CONN’s network analyses summarize the properties of the voxel-to-voxel connections in the brain into a series of reduced measures at each voxel. These processes include measures that address properties specified a priori, estimate how those properties are expressed in each participant, and then attempt to determine how those observed properties are expressed in each participant, such as group ICA and group PCA47. The independent and principal components of each participant were identified and correlated by the stimulus onset asynchrony of the swallowing task. The most positively and negatively correlated components of ICA and PCA were tested by partial correlation analyses with sex as a confounder.

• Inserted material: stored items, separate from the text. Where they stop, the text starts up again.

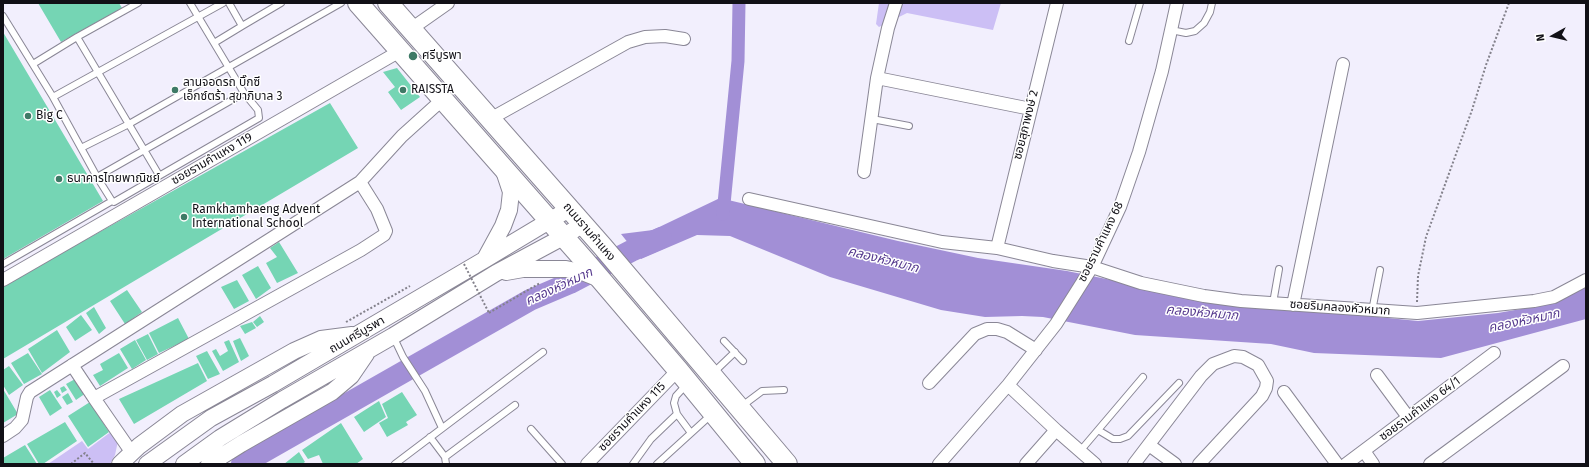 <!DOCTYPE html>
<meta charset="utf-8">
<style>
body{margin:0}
#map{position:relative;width:1589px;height:467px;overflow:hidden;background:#f2effd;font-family:"Fira Sans",sans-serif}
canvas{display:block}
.frame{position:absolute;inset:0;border:4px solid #111016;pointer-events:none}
.north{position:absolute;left:1533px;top:16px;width:40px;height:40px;-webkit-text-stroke:3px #fff;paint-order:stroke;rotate:262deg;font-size:11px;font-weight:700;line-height:16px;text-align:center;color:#111016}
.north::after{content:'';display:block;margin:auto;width:14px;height:18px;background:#111016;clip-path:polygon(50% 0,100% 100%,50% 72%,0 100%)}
</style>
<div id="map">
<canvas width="1589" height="467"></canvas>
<div class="frame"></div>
<div class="north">N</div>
</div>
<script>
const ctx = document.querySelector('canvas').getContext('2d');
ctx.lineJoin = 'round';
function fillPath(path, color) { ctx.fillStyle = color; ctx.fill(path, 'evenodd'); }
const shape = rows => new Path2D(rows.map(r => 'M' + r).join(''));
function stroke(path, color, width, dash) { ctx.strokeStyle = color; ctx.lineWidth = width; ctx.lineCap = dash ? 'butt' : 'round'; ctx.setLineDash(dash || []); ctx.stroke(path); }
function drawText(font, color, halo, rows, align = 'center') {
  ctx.font = font + ' "Fira Sans","Noto Sans Thai",sans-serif'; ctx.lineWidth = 3; ctx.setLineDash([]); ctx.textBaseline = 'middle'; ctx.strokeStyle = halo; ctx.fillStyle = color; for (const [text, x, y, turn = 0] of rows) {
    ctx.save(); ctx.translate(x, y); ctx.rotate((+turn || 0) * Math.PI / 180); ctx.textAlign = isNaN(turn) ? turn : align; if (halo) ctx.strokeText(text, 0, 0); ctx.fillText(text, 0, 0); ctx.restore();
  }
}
const green = shape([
 [879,3,1001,3,993,30,907,13,879,27,876,24],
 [112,431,118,441,115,455,110,464,48,464,82,441,88,449]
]);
const water = shape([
 [720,198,898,241,978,258,1067,271,1131,284,1308,310,1418,321,1498,313,1555,303,1586,287,1586,319,1441,358,1314,353,1271,344,1135,335,1043,317,1022,316,985,317,941,310,830,277,730,236,697,235,641,259,621,234,653,230]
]);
const canal = shape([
 [723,214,738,61,739,3]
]);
const river = shape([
 [242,464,530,300,570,283,631,251,661,238]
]);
const building = shape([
 [38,3,119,3,122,8,61,42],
 [3,32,103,201,3,259],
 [397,68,420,97,401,110,388,92,395,87,383,72],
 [330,103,358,148,3,359,3,286],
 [279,242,298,273,277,283,266,263,277,257,270,248],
 [258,266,271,288,256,299,242,275],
 [237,280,249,301,234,309,221,287],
 [127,290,142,312,125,324,110,301],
 [94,307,106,328,99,334,86,313],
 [81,315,92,330,75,341,66,327],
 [260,316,264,322,257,327,253,322],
 [178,318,189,339,159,353,149,333],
 [252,322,256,328,245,334,240,326],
 [57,330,70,352,42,373,28,349],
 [148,334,158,354,147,360,136,340],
 [240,338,249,356,241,361,233,341],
 [135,340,146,360,132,369,120,349],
 [229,340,239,362,223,371,212,351,216,349,220,356,228,351,224,342],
 [207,351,220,374,208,379,196,356],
 [28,353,42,374,24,384,11,363],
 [119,353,128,368,100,386,93,375,103,370,100,364],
 [198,363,207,381,134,424,119,399],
 [9,366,23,385,9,395,3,385,3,370],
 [77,378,86,393,76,400,66,384],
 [64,386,67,390,62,393,60,388],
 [3,389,18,414,3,423],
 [50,390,62,408,50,416,39,397],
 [57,390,61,395,57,398,54,392],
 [402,392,417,415,406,422,408,425,387,437,379,423,388,418,382,404],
 [68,393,73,402,67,405,62,397],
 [379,401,386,417,364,432,354,417],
 [90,402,109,432,88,447,68,416],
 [65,422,77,441,43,464,39,464,27,444],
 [341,423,363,459,356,464,323,464,319,455,308,459,302,450],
 [25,445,37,464,3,464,3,458],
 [299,452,305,462,302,464,284,464]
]);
const path = shape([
 [1417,302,1418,276,1426,237,1472,110,1486,65,1509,3],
 [489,313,540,283],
 [346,322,410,286],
 [71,464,85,453,94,464]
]);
const service = shape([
 [229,3,242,26,281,3],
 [3,16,53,97,223,3],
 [1171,30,1186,33,1195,31,1204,23,1210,12,1212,3],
 [77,37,159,175],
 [1129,41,1140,3],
 [214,43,242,26],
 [33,64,77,37,138,3],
 [53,97,97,177,112,201,114,202,259,118,258,110,244,93,190,3],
 [872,119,909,126],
 [81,148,129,124,341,3],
 [97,177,244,93],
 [3,264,112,201],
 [1273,303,1279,269],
 [1372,311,1380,270],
 [393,336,403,357,425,391,442,428],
 [724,341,743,361],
 [713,373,735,352],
 [687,384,676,396,674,403,677,414,691,433],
 [742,406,762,391,784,390],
 [531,429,562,464],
 [1098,430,1113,439,1120,439,1128,436,1179,383],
 [430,437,445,457,446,464],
 [1081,450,1143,377],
 [445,457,515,405],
 [395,464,543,352],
 [633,464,651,439,677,414],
 [657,464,712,414]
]);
const minor = shape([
 [896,3,888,28,877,78,1031,109],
 [411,29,448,3],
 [490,119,628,42,645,37,665,36,684,39],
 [864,172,877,78],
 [749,199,942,242,997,248,1053,261,1092,267,1141,283,1204,296,1241,301,1417,313,1534,301,1554,297,1586,280],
 [997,248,1057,3],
 [3,280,400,51],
 [1293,305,1343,64],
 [72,365,94,398,361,250,384,235,386,231,377,209,360,182],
 [1377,375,1408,417],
 [929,383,975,334,987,329,997,329,1007,332,1036,350],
 [1008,385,1056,430,1095,464],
 [1284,392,1337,464],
 [94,398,132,453],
 [3,436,15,428,22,420,27,397,30,392,360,182,402,136,443,99],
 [1149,445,1175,464],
 [1364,451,1373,464],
 [587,464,678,370],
 [939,464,1008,385,1056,324,1092,267,1120,207,1139,152,1162,71,1177,3],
 [1026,464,1056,430],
 [1134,464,1201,376,1213,364,1234,356,1243,357,1258,365,1267,381,1266,388,1262,396,1199,464],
 [1346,464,1494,353],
 [1430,464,1563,366]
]);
const tertiary = shape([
 [485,259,503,226,509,210,511,192,504,171],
 [506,272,523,269,566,269,585,273,600,279],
 [120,464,139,446,182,414,294,351,321,339,352,335],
 [147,464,211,418,273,384,484,260,569,209],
 [184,464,220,438,282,400,393,336,496,273,563,237,583,224],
 [209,464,241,444,332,392,351,376,366,354]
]);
const primary = shape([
 [358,3,585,261,678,370,755,464],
 [388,3,603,247,787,464]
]);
const pathBridge = shape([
 [464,264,489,313]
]);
const markers = [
 [413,56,5,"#3e7a66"],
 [175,90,4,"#3e7a66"],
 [403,90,4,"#3e7a66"],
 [28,116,4,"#3e7a66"],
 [59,179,4,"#3e7a66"],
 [184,217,4,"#3e7a66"]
];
const poiNames = [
 ["ศรีบูรพา",422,56],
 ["ลานจอดรถ บิ๊กซี",183,83],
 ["เอ็กซ์ตร้า สุขาภิบาล 3",183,97],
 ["RAISSTA",411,90],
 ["Big C",36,116],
 ["ธนาคารไทยพาณิชย์",67,179],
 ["Ramkhamhaeng Advent",192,210],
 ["International School",192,224]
];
const streetNames = [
 ["ซอยสุภาพงษ์ 2",1026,125,-76],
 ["ซอยรามคำแหง 119",212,159,-30],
 ["ถนนรามคำแหง",589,232,49],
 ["ซอยรามคำแหง 68",1101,242,-64],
 ["ซอยริมคลองหัวหมาก",1340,308,4],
 ["ถนนศรีบูรพา",357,335,-30],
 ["ซอยรามคำแหง 64/1",1420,409,-37],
 ["ซอยรามคำแหง 115",632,417,-46]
];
const waterNames = [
 ["คลองหัวหมาก",883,260,14],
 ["คลองหัวหมาก",559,287,-25],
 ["คลองหัวหมาก",1202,313,5],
 ["คลองหัวหมาก",1524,321,-12]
];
fillPath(green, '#ccbff5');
fillPath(water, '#a28fd6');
stroke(canal, '#a28fd6', 13);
stroke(river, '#a28fd6', 22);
fillPath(building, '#75d5b4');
stroke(service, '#8a8796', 8);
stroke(minor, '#8a8796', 14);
stroke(tertiary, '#8a8796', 18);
stroke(primary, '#8a8796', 22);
stroke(path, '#83818b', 2, [2, 2]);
stroke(service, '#fff', 6);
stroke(minor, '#fff', 12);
stroke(tertiary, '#fff', 16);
stroke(primary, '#fff', 20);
stroke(pathBridge, '#83818b', 2, [2, 2]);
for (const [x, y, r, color] of markers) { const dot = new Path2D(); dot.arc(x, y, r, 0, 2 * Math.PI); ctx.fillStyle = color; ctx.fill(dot); stroke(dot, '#fff', 1.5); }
drawText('12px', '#111016', '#fff', poiNames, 'left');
drawText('12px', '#111016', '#fff', streetNames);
drawText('italic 13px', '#563a8e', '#fff', waterNames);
</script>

The graph analysis from CONN is based on predefined non-directional graphs with nodes (all ROI-level of brain) and edges (supra-threshold connections). For each participant, graph adjacency matrices were calculated by thresholding the ROI to ROI correlation matrix by an absolute (e.g., z > 0.5) or relative (e.g., highest 10%) threshold. From the resulting graphs of each participant, the topological properties of each ROI of the entire network of ROIs were computed48,49.